● Directions for this task:
Your task is to transcribe all of the data below exactly, omitting the images.

Segment Start: Source data

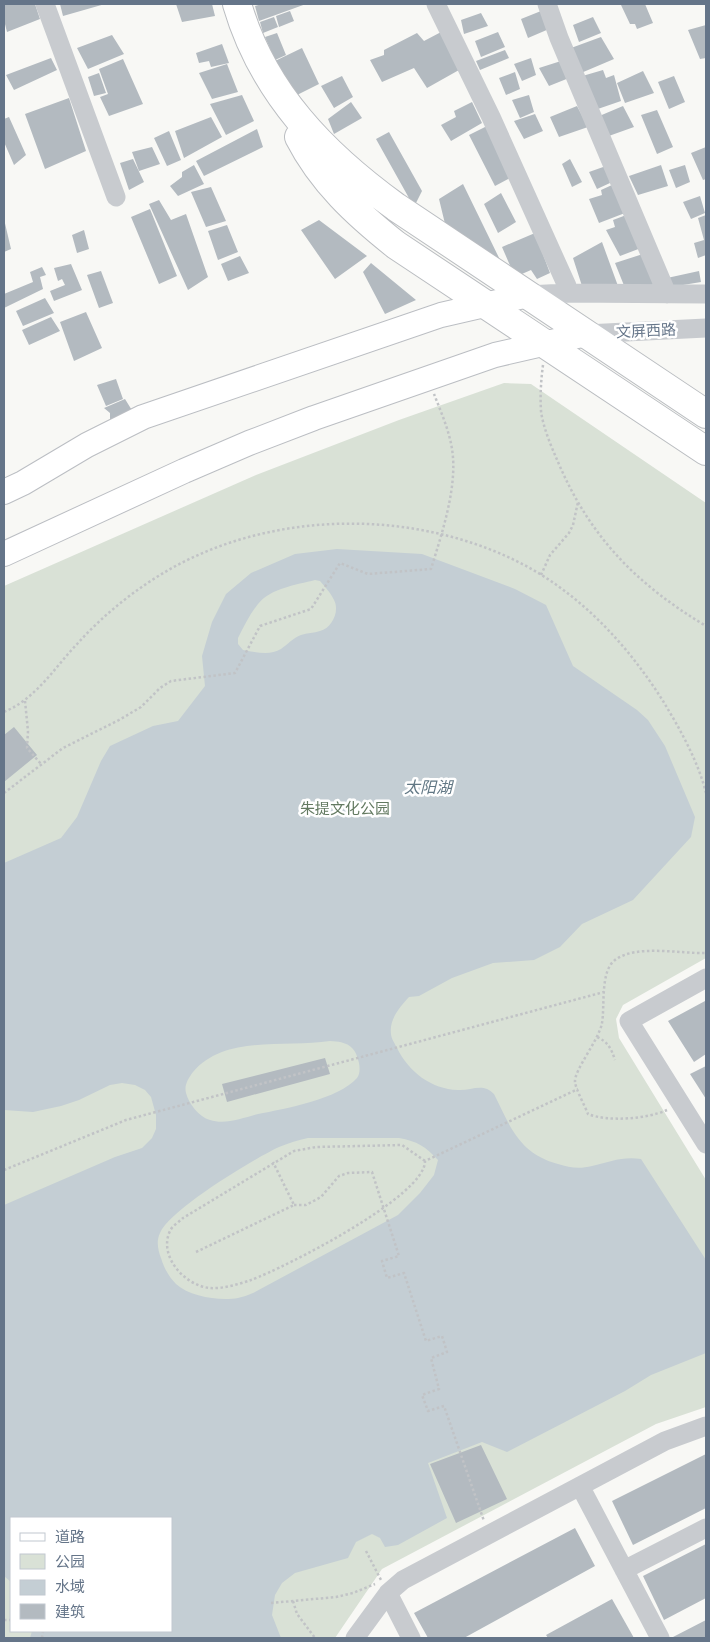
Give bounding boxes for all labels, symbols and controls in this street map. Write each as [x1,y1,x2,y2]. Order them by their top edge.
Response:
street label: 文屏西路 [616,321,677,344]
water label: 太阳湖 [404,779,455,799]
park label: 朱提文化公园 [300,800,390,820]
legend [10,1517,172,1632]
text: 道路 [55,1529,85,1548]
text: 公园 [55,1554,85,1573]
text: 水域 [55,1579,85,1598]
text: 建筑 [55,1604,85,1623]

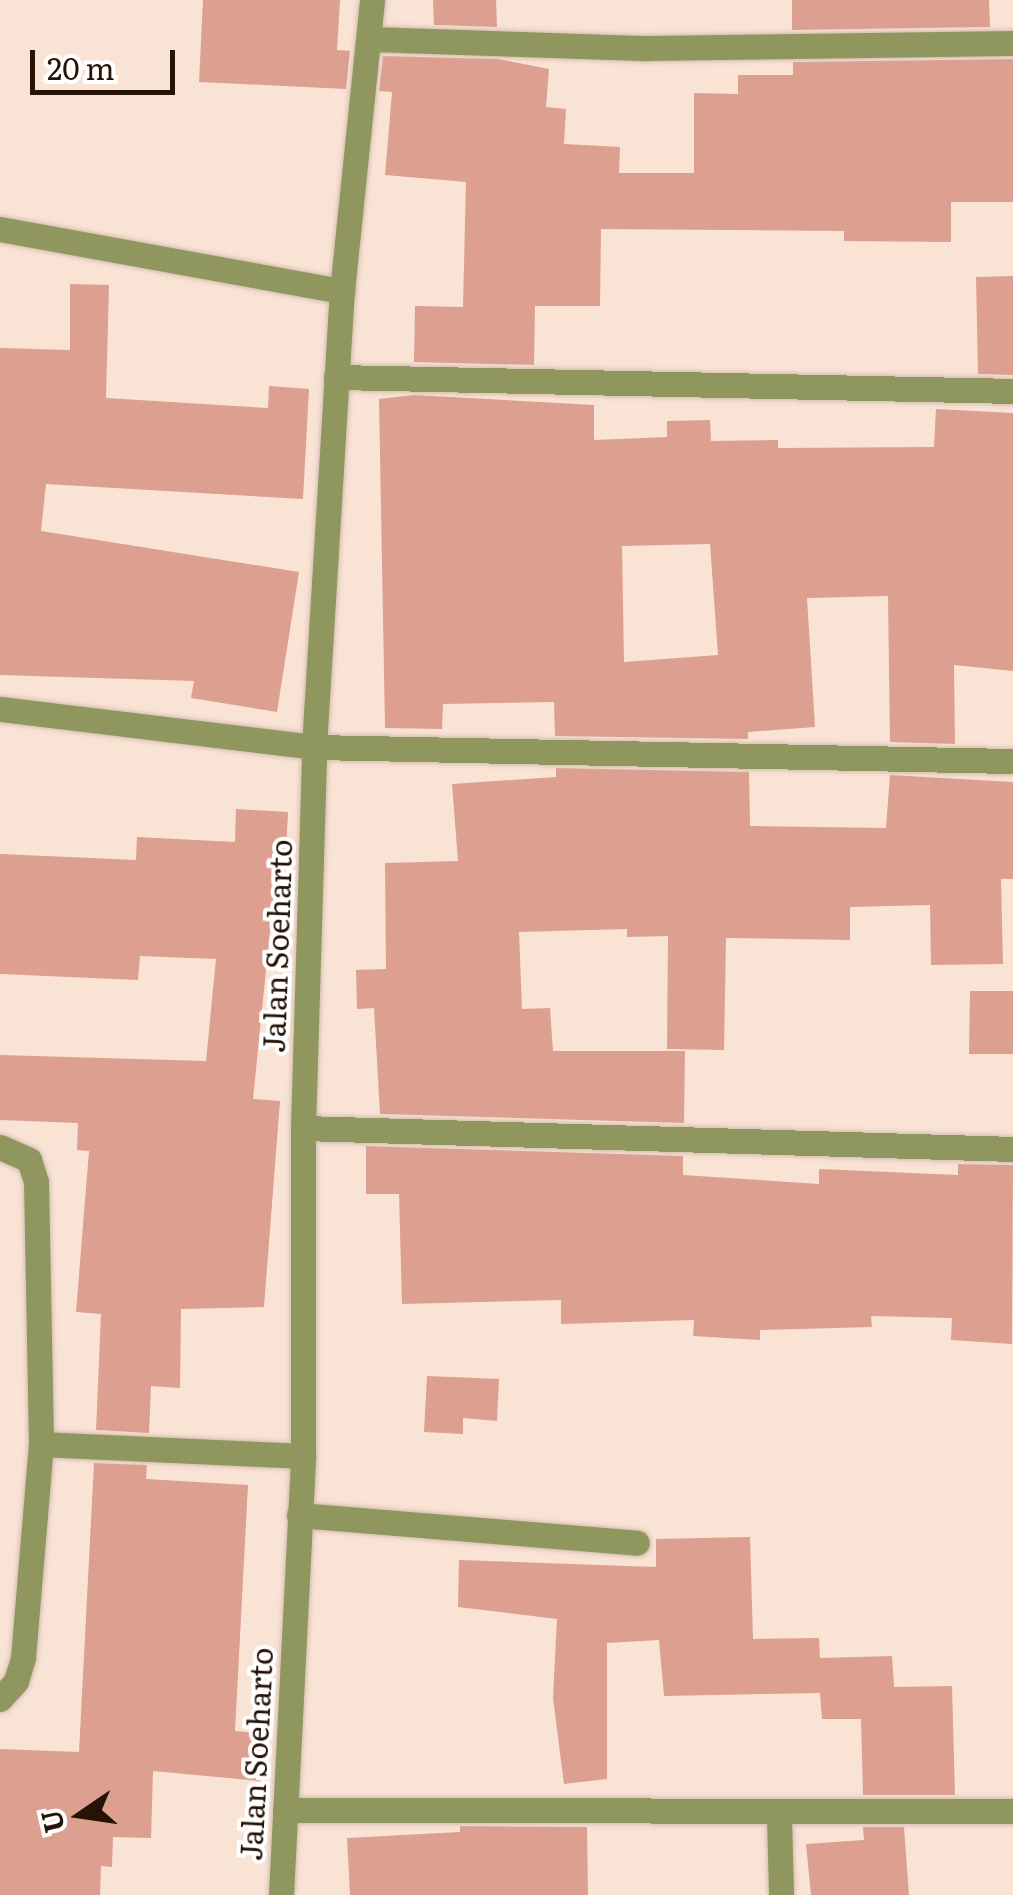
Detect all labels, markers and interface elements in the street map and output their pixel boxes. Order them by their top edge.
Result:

Segment End: Source data

● Response below:
Give bounding boxes for all labels, symbols and controls in this street map. Write each as [x1,y1,x2,y2]. Order them by their top edge.
Response:
street label: 文屏西路 [616,321,677,344]
water label: 太阳湖 [404,779,455,799]
park label: 朱提文化公园 [300,800,390,820]
legend [10,1517,172,1632]
text: 道路 [55,1529,85,1548]
text: 公园 [55,1554,85,1573]
text: 水域 [55,1579,85,1598]
text: 建筑 [55,1604,85,1623]

Detect all labels, markers and interface elements in the street map and output their pixel boxes. Order them by their top edge.
Result:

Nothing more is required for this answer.